Posted on:2006-01-27Degree:Ph.DType:Dissertation
University:Harvard UniversityCandidate:Flinn, Margaret CFull Text:PDF
GTID:1455390008961204Subject:Language
Abstract/Summary:
This dissertation proposes a series of readings of realist narrative and documentary films which explore the construction, representation and experience of cinematographic spaces and places in Interwar France, above all Paris in the 1930s. I examine the interactions between cinematographic production and a national sensibility increasingly marked by spatial crisis, tracing various means of filming and theorizing social space in relationship to monumental architecture: from familiar monumental sites in popular and populist fictional narrative film to the crowd as alternative, living monumentality in militant filmmaking of the Popular Front.
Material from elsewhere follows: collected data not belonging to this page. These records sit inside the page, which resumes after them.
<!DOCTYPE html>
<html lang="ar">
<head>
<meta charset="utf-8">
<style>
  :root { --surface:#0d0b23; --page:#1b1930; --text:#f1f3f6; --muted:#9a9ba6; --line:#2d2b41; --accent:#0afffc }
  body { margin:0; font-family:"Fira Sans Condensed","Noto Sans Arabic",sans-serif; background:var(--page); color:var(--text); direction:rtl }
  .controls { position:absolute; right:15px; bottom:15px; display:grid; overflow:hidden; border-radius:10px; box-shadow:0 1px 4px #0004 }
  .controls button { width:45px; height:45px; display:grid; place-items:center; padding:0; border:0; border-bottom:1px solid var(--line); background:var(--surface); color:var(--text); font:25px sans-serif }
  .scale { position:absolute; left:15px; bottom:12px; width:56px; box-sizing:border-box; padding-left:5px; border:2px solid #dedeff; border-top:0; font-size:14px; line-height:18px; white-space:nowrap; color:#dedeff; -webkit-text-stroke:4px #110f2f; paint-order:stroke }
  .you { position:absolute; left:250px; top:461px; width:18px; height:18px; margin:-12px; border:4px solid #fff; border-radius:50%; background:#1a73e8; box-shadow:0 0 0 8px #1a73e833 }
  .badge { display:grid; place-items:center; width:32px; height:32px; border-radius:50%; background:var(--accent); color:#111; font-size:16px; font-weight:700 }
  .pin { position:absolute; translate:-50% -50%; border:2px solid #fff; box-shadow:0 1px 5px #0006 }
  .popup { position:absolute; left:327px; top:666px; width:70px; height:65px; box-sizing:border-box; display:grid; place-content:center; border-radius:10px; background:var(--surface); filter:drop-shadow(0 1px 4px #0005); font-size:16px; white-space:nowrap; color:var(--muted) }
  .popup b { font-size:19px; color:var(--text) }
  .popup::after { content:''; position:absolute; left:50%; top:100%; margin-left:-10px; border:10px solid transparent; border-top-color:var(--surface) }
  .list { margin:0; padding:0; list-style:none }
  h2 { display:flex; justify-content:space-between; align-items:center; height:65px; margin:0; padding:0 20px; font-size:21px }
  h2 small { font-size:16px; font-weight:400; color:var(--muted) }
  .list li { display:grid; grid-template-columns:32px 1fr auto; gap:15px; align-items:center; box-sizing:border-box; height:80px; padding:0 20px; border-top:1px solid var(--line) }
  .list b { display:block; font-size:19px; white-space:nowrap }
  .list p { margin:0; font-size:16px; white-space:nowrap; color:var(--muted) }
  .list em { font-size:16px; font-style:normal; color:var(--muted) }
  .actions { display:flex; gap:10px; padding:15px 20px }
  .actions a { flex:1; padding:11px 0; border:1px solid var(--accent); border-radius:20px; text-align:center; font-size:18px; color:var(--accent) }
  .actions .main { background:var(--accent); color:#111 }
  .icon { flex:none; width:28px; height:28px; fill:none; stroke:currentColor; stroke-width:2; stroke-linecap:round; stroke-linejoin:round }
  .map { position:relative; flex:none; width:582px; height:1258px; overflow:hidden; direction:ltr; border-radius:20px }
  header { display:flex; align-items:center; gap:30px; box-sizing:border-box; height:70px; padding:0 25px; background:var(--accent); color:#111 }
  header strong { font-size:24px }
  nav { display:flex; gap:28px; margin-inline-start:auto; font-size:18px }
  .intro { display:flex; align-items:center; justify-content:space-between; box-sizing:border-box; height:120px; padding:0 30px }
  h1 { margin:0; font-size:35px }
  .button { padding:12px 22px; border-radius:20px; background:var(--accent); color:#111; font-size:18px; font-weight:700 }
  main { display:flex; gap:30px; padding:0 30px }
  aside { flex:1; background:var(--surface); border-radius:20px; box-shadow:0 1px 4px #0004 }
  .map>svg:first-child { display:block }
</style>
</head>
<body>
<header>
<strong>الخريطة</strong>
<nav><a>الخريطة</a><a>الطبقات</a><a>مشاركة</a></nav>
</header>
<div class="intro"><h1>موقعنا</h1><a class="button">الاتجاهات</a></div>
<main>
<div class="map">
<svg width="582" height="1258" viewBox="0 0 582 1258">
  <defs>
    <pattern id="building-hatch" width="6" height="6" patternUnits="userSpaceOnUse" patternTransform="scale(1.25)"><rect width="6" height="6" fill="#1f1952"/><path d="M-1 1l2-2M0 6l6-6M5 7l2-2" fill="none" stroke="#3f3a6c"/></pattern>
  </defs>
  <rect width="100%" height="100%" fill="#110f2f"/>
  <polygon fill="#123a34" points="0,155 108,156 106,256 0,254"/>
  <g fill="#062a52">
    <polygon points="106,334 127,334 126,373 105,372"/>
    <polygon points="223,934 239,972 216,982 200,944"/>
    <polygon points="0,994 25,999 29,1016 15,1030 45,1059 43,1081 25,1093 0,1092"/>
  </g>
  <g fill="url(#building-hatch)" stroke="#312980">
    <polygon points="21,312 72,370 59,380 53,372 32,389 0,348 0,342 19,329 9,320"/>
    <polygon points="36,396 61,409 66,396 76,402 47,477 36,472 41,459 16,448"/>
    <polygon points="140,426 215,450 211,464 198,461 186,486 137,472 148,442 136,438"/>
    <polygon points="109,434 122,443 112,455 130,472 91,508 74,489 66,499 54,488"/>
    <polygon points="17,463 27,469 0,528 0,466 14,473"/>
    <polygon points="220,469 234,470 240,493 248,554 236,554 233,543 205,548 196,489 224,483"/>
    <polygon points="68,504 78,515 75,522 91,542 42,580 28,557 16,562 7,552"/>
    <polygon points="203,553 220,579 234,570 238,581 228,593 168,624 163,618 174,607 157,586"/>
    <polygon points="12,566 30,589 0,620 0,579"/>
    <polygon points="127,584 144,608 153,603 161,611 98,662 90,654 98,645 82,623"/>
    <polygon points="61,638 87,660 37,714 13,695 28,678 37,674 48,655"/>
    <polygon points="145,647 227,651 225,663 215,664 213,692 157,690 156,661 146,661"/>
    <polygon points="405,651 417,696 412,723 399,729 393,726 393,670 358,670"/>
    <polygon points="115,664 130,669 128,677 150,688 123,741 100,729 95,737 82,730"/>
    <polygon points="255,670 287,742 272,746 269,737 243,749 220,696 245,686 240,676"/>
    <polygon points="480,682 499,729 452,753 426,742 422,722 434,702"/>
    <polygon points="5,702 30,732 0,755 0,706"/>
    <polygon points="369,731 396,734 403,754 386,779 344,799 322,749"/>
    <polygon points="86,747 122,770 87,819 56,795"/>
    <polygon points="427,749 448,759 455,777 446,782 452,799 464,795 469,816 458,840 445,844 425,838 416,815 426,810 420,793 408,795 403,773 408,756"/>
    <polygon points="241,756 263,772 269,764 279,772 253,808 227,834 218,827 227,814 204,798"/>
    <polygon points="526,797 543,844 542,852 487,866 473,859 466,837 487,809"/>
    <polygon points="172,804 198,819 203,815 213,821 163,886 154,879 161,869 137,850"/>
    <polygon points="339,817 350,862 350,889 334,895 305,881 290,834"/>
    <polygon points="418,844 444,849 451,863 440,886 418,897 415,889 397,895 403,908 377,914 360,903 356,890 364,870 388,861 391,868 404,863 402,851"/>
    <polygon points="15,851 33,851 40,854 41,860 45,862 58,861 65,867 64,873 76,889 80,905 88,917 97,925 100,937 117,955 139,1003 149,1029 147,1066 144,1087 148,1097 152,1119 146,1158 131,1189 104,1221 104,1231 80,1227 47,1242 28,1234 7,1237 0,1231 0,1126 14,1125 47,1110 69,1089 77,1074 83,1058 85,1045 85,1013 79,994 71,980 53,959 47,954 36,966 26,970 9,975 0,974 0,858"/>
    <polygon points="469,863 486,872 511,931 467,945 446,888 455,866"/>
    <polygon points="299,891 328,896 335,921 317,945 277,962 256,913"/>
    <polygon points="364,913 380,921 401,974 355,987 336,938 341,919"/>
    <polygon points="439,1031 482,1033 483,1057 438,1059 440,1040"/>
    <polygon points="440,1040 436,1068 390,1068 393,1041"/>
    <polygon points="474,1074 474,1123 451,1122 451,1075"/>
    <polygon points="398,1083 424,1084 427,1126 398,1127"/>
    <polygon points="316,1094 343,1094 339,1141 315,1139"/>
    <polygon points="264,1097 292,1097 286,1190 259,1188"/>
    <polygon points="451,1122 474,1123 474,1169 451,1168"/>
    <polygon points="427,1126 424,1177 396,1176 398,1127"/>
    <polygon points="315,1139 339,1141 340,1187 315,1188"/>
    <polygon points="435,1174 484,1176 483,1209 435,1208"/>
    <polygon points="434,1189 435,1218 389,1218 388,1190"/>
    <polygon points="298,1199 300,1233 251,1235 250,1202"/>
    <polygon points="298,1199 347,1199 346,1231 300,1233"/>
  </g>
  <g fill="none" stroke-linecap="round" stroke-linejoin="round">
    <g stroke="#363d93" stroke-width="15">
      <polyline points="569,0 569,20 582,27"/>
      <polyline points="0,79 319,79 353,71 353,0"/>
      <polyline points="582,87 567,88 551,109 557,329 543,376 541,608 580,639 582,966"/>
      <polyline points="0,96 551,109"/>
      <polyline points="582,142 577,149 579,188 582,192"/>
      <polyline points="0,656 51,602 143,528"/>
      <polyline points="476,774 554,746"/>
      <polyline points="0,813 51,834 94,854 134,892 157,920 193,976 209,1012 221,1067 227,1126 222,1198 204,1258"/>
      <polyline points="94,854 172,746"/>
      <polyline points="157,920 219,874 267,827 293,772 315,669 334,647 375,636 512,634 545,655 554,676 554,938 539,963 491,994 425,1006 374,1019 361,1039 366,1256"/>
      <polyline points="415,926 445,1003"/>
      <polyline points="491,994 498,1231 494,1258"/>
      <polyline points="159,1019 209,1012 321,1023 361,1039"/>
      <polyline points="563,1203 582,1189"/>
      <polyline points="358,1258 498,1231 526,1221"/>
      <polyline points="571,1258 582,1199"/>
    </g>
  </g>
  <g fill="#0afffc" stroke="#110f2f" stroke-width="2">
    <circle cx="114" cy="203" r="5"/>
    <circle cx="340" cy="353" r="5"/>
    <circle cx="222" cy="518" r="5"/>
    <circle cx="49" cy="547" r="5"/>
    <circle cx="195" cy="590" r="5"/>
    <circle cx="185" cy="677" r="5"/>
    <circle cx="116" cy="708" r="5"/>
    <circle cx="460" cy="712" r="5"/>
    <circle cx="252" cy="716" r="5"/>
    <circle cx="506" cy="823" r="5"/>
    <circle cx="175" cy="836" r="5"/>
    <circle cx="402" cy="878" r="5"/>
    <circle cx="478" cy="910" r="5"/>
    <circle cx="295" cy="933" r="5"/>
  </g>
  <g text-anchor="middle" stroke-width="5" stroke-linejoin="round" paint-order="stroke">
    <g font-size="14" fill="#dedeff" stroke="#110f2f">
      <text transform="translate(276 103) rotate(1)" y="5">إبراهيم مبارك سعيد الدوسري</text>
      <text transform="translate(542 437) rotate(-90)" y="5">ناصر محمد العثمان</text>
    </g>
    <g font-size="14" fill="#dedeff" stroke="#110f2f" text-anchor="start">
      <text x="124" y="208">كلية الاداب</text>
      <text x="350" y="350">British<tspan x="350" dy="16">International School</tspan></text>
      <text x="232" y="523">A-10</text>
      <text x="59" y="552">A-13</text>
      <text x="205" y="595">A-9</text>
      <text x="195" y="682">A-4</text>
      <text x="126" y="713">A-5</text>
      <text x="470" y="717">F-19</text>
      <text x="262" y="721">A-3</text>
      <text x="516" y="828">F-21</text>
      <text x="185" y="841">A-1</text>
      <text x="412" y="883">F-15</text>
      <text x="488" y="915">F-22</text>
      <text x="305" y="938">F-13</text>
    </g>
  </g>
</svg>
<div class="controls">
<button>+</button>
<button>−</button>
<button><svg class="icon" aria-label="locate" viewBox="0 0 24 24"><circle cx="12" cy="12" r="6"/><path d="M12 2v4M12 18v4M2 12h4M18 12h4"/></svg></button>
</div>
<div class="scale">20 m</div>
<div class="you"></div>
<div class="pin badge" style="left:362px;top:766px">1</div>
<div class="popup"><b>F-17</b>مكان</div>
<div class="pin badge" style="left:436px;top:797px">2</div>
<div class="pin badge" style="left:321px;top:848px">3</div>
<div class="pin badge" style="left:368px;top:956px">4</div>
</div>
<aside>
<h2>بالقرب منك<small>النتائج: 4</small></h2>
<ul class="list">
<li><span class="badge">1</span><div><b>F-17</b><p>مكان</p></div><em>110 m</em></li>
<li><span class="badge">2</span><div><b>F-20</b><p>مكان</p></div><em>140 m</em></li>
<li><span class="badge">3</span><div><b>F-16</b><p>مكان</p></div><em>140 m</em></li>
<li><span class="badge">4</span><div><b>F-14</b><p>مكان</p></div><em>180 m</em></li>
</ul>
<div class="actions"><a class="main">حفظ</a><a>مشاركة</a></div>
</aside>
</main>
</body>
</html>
Chapter One argues that Rene Clair's studio Paris films of the early 1930s (Sous les toits de Paris, Le Million and Quatorze juillet) should be seen as being of a piece with the documentary-style city of Clair's directorial debut, Paris qui dort. Chapter Two focuses on Jean Renoir's Boudu sauve des eaux for its the inclusion, in the margins of the film's narrative, of art historical, literary and architectural monuments, above all Notre-Dame de Paris. Chapter Three follows the figure of the flaneuse in Jean Vigo's L'Atalante, as well as its precursors of the 1920s, notably Pierre Chenal's La Zone, and Alberto Cavalcanti's Rien que les heures. I examine the push and pull between the city's center and its periphery, showing how the monument continues to exert a generative force and fascination, even when a film's narrative purports to reject such a centripetal ideology. Chapter Four tracks the relationship between architectural history and modernist architecture as figured in militant films of the Popular Front, particularly Jean Epstein's Les Batisseurs and Jean-Pierre Le Chanois's Le Temps des Cerises. Chapter Five considers the crowd as a structural analogue to the architectural monument in militant filmmaking.